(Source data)

⟨

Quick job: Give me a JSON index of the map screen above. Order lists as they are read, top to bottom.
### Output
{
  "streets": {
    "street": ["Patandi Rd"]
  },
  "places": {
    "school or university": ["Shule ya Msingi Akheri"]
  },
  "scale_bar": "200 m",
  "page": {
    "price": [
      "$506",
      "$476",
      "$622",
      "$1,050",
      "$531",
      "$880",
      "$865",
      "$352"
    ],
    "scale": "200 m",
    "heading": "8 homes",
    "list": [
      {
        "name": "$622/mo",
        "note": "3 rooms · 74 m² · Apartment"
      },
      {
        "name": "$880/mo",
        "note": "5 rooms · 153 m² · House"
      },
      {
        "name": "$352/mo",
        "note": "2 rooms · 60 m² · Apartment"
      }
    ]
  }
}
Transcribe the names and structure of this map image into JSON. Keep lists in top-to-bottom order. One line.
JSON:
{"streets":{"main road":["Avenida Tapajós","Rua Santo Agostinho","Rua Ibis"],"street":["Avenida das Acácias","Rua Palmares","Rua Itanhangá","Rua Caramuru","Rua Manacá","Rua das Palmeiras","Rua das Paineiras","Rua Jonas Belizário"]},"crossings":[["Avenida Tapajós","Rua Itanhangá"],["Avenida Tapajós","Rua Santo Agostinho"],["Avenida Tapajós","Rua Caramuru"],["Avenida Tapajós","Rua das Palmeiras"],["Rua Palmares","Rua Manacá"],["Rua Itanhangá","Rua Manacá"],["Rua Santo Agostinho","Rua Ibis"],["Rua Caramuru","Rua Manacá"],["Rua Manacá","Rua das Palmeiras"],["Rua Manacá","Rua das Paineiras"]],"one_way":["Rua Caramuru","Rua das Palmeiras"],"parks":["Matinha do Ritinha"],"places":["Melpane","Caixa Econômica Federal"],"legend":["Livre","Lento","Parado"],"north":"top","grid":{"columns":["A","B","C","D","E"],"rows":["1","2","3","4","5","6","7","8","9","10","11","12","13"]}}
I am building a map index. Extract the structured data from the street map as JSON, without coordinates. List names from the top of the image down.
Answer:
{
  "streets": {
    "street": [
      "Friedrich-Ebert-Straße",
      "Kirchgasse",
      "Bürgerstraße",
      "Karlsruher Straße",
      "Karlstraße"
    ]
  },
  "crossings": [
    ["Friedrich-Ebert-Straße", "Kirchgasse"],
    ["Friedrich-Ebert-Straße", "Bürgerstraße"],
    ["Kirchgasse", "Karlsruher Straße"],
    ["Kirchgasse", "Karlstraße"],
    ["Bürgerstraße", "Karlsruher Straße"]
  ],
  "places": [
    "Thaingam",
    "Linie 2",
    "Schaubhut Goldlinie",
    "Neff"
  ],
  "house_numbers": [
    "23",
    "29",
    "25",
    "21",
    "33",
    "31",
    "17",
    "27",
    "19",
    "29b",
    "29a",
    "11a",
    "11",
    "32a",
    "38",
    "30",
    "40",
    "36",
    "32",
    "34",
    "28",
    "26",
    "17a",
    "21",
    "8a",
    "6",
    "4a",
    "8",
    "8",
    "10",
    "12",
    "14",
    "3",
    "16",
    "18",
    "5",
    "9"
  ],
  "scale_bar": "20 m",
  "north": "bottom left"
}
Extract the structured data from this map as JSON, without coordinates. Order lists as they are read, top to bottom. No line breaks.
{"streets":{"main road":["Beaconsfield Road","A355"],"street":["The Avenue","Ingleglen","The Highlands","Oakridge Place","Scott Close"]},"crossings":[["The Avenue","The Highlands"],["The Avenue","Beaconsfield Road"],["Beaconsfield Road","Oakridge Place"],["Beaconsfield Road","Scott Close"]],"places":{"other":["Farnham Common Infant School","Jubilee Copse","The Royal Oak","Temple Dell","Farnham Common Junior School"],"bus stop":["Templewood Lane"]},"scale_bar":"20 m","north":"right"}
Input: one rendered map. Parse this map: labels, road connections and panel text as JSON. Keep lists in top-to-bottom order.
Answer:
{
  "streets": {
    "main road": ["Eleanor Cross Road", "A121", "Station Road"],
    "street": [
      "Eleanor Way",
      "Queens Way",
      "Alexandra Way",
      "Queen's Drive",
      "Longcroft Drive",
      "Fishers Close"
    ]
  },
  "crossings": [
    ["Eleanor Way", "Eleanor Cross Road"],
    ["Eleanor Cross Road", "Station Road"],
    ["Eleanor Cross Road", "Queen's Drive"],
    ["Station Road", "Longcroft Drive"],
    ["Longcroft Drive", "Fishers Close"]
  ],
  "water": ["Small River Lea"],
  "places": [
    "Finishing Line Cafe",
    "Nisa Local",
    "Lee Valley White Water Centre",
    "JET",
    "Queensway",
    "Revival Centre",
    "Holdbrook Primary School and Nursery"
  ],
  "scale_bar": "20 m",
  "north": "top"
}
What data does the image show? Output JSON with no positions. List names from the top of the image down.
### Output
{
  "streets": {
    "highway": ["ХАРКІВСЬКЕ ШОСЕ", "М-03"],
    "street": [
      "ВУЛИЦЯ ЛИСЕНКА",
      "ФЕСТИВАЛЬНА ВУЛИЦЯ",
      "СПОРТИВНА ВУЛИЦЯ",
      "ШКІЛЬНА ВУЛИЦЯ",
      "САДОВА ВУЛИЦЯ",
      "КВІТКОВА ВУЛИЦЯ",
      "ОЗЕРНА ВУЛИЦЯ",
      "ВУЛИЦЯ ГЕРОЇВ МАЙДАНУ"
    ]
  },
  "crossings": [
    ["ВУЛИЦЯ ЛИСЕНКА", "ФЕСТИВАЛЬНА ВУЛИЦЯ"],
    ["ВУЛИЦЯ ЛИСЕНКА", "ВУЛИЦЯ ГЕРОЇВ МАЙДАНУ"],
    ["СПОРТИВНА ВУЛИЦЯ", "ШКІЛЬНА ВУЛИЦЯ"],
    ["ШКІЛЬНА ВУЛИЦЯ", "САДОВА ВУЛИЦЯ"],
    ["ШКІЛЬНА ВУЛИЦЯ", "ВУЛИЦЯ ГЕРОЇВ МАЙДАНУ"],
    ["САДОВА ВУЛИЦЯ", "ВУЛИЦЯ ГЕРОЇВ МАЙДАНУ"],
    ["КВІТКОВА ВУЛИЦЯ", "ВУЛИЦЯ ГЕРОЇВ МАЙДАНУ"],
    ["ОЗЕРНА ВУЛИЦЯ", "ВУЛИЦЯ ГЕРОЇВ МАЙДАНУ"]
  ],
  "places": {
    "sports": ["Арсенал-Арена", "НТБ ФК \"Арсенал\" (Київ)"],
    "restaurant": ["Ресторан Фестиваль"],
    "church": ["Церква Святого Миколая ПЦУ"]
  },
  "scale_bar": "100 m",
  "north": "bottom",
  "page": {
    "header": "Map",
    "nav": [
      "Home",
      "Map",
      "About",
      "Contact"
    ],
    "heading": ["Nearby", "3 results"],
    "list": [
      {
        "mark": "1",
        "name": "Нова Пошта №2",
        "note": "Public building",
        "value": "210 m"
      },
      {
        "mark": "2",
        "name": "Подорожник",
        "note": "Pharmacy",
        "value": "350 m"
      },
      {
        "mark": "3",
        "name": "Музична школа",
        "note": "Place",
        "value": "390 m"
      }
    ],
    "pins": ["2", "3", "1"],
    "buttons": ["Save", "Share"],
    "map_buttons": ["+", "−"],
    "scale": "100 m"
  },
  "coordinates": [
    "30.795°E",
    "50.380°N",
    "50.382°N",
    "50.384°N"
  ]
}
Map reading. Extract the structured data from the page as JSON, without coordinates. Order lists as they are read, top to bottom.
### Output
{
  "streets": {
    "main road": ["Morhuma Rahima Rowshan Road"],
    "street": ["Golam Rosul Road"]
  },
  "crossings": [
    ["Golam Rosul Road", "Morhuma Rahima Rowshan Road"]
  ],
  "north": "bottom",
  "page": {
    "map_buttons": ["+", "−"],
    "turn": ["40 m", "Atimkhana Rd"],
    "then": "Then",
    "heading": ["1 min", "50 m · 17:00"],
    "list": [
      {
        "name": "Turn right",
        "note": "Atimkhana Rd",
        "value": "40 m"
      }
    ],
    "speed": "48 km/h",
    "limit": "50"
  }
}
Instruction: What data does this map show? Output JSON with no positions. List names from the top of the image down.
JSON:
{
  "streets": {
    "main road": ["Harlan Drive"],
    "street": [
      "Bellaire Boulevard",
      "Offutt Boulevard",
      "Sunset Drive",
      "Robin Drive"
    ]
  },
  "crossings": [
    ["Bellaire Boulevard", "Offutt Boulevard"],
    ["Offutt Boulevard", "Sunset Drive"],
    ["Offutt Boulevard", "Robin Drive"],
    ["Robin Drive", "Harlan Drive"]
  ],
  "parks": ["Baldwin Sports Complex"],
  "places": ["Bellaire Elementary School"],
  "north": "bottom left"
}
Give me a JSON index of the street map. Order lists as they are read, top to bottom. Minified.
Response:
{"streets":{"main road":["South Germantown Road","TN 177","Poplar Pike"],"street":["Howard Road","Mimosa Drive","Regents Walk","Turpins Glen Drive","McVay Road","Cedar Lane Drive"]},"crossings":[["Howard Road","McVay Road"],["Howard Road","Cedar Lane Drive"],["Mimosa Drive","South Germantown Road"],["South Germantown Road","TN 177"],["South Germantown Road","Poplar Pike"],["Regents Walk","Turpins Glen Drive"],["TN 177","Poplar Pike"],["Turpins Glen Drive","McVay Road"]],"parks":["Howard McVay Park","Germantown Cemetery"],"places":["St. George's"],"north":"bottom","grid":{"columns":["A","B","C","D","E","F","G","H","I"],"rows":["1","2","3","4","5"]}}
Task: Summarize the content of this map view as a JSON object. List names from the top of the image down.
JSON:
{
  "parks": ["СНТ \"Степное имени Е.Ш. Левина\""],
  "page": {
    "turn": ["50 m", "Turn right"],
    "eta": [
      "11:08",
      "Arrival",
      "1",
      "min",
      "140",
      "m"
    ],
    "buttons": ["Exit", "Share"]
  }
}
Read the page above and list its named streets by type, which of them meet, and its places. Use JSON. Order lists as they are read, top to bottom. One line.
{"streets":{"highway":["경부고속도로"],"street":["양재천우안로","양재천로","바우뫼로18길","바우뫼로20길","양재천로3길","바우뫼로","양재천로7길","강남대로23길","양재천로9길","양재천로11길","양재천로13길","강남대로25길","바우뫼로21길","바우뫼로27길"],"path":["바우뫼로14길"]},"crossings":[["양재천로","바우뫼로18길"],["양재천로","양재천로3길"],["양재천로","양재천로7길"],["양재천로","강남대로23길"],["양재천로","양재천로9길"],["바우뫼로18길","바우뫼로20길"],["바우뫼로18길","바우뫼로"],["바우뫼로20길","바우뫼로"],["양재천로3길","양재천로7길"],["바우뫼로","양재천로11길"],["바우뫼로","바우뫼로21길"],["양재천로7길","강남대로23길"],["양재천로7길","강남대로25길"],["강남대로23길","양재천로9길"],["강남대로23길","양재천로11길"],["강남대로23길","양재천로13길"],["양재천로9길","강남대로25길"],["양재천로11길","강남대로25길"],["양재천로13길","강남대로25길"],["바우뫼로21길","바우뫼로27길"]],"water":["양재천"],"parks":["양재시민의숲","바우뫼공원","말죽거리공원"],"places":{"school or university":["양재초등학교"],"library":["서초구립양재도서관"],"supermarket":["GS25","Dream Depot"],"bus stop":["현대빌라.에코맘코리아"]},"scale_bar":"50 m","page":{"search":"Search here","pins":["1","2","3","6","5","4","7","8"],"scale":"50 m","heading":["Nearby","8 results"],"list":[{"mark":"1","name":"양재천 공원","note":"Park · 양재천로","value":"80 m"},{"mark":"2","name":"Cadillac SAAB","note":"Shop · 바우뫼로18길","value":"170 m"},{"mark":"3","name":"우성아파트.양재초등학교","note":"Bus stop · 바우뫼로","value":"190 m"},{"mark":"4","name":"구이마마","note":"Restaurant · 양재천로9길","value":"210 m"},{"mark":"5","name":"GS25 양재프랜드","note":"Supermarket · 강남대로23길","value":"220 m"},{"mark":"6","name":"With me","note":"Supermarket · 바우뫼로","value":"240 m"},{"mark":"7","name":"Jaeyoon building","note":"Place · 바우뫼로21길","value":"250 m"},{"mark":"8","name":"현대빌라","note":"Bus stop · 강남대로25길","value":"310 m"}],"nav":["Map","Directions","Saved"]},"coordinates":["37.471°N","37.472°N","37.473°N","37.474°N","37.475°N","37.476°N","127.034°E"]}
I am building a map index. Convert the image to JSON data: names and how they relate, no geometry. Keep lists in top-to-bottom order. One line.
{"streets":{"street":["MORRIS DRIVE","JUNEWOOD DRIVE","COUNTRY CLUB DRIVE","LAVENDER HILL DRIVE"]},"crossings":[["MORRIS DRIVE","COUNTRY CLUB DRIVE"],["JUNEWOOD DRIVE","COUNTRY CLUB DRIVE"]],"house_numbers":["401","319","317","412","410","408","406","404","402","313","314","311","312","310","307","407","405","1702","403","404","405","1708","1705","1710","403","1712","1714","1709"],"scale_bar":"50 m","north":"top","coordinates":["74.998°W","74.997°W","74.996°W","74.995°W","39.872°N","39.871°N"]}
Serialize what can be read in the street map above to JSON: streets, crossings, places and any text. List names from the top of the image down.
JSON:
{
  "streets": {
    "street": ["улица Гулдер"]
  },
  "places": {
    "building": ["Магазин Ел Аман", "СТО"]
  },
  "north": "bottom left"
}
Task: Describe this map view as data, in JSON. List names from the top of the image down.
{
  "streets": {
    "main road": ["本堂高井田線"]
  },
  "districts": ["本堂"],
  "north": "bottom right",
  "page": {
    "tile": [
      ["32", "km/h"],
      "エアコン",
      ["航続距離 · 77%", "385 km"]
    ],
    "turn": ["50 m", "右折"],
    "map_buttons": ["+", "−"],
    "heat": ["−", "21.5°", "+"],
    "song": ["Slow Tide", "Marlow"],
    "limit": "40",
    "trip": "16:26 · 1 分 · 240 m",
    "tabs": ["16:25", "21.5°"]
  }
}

⟩

What needs to be done
Tell how many lines of the data above hold the string "САДОВА". Give only the number.

Solution below
3